_Exercise aim_
For the word "names", search the records and show each line in which it occurs.

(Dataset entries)
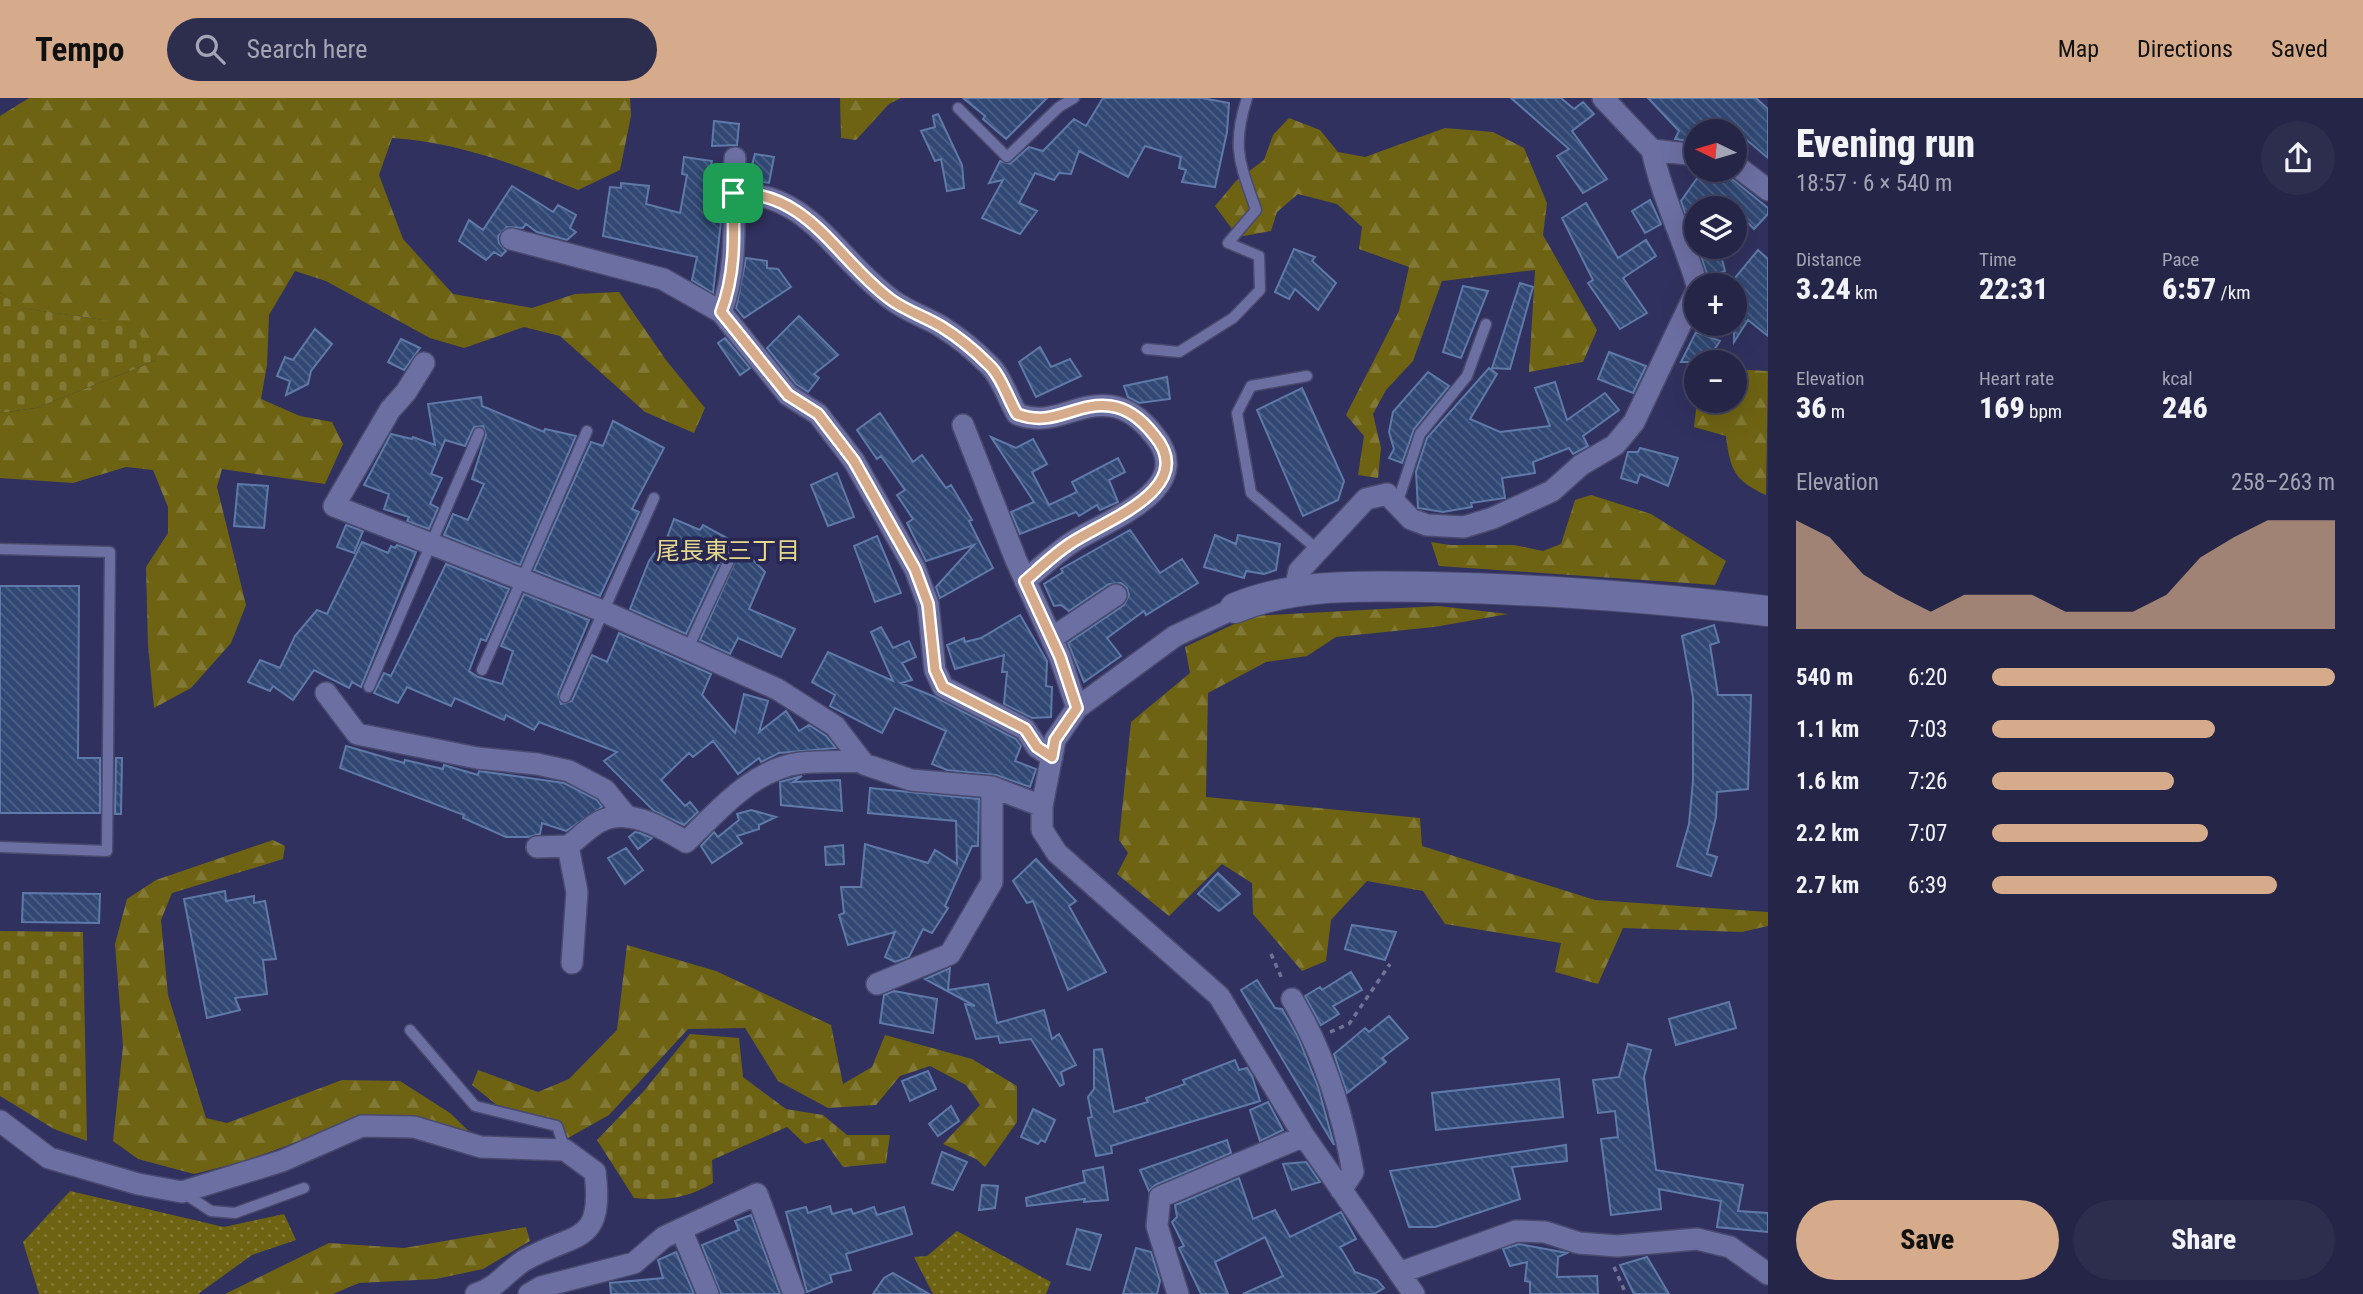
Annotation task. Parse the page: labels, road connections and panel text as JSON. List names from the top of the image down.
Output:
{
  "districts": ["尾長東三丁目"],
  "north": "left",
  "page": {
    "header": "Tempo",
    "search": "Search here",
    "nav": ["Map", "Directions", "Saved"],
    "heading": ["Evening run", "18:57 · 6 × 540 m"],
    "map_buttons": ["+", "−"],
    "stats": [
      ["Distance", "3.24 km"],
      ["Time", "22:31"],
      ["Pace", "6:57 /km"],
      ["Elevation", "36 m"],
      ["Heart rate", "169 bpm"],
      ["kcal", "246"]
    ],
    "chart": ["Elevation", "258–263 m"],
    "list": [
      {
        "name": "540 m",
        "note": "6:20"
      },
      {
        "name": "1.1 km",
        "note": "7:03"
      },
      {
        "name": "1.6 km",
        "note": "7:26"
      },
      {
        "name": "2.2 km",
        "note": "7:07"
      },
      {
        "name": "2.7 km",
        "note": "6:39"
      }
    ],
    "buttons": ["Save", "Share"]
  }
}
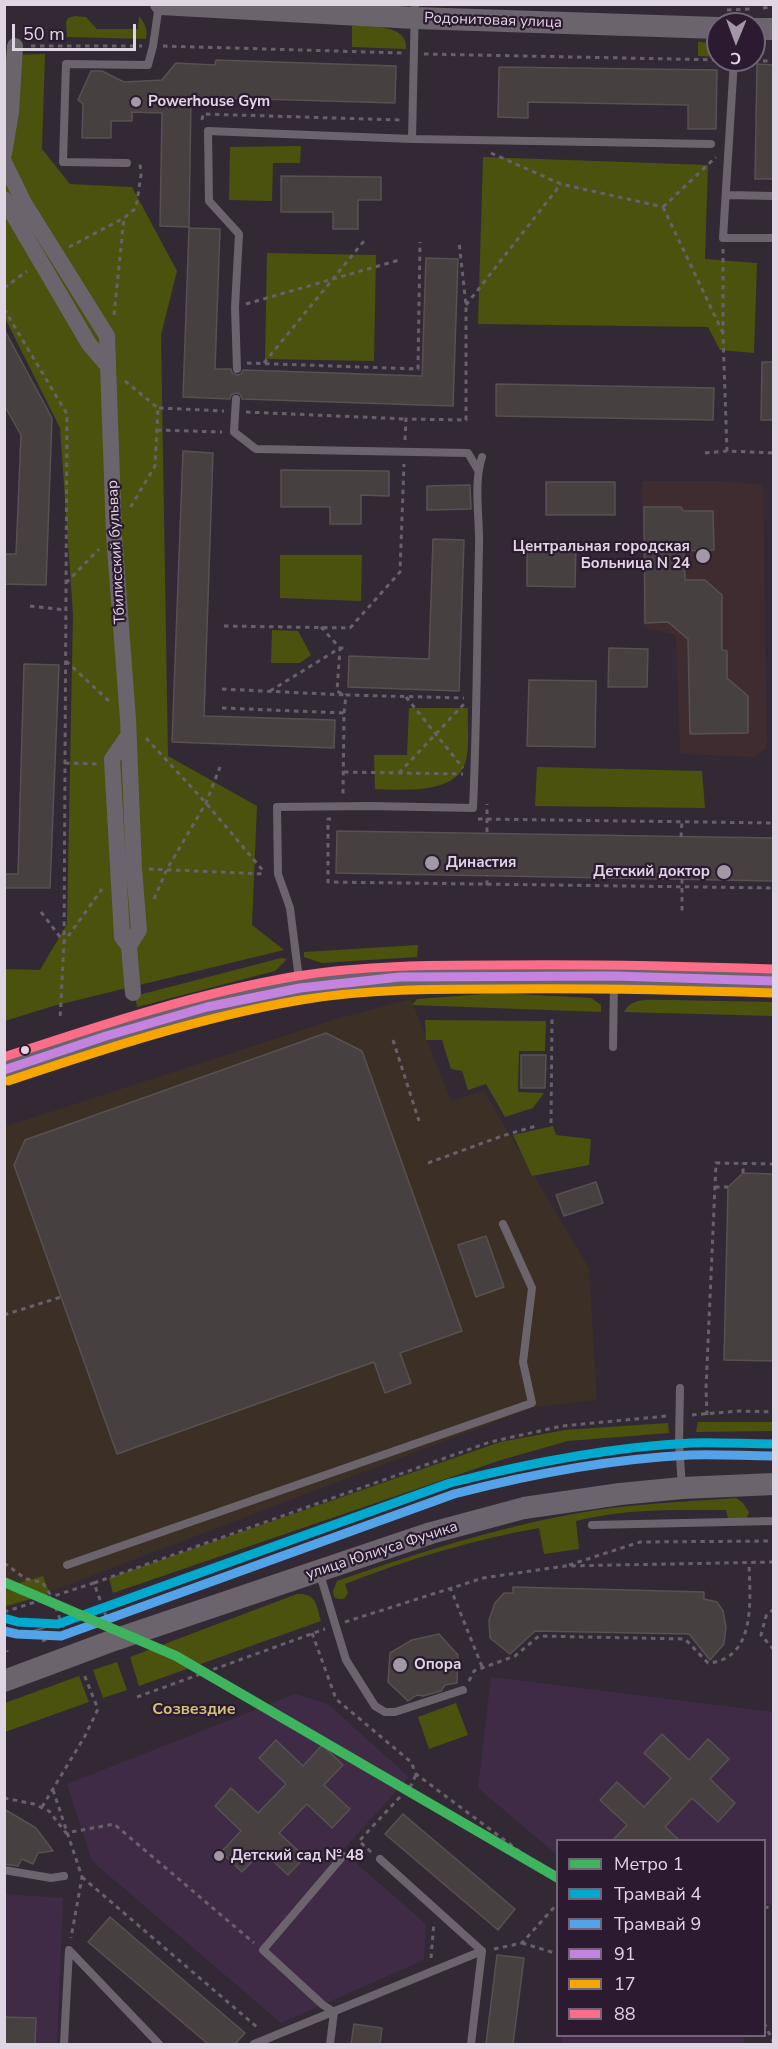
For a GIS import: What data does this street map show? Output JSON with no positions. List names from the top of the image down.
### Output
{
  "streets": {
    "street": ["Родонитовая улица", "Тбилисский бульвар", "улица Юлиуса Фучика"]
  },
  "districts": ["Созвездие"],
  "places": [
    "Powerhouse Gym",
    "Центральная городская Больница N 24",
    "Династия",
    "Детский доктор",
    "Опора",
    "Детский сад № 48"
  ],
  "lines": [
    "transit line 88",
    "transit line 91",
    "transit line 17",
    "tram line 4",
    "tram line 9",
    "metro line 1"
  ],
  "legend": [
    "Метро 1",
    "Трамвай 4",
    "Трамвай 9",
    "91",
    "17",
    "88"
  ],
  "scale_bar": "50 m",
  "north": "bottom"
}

_Written answer_
Annotation task. Parse the page: labels, road connections and panel text as JSON. List names from the top of the image down.
For a GIS import: What data does this street map show? Output JSON with no positions. List names from the top of the image down.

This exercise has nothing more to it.